Output all the entries below. Each must match exactly.

>>

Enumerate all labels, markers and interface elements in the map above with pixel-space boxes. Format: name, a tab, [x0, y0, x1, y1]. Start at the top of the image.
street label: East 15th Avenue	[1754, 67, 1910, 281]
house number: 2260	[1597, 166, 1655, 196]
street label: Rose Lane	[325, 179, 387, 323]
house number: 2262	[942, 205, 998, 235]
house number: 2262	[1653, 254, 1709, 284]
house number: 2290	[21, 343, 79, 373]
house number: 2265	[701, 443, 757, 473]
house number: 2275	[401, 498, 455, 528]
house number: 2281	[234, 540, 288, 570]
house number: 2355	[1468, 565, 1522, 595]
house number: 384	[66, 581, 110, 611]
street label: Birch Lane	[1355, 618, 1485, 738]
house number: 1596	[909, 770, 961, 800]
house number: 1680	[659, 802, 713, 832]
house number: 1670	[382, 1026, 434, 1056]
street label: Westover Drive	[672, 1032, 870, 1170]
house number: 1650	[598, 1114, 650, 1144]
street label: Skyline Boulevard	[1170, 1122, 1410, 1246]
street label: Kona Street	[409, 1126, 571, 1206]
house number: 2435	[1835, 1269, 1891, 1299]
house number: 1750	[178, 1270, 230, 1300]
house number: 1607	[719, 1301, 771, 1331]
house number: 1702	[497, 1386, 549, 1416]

<<

TASK ANSWER>
Enumerate all labels, markers and interface elements in the map above with pixel-space boxes. Format: name, a tab, [x0, y0, x1, y1]. Start at the top of the image.
street label: East 15th Avenue	[1754, 67, 1910, 281]
house number: 2260	[1597, 166, 1655, 196]
street label: Rose Lane	[325, 179, 387, 323]
house number: 2262	[942, 205, 998, 235]
house number: 2262	[1653, 254, 1709, 284]
house number: 2290	[21, 343, 79, 373]
house number: 2265	[701, 443, 757, 473]
house number: 2275	[401, 498, 455, 528]
house number: 2281	[234, 540, 288, 570]
house number: 2355	[1468, 565, 1522, 595]
house number: 384	[66, 581, 110, 611]
street label: Birch Lane	[1355, 618, 1485, 738]
house number: 1596	[909, 770, 961, 800]
house number: 1680	[659, 802, 713, 832]
house number: 1670	[382, 1026, 434, 1056]
street label: Westover Drive	[672, 1032, 870, 1170]
house number: 1650	[598, 1114, 650, 1144]
street label: Skyline Boulevard	[1170, 1122, 1410, 1246]
street label: Kona Street	[409, 1126, 571, 1206]
house number: 2435	[1835, 1269, 1891, 1299]
house number: 1750	[178, 1270, 230, 1300]
house number: 1607	[719, 1301, 771, 1331]
house number: 1702	[497, 1386, 549, 1416]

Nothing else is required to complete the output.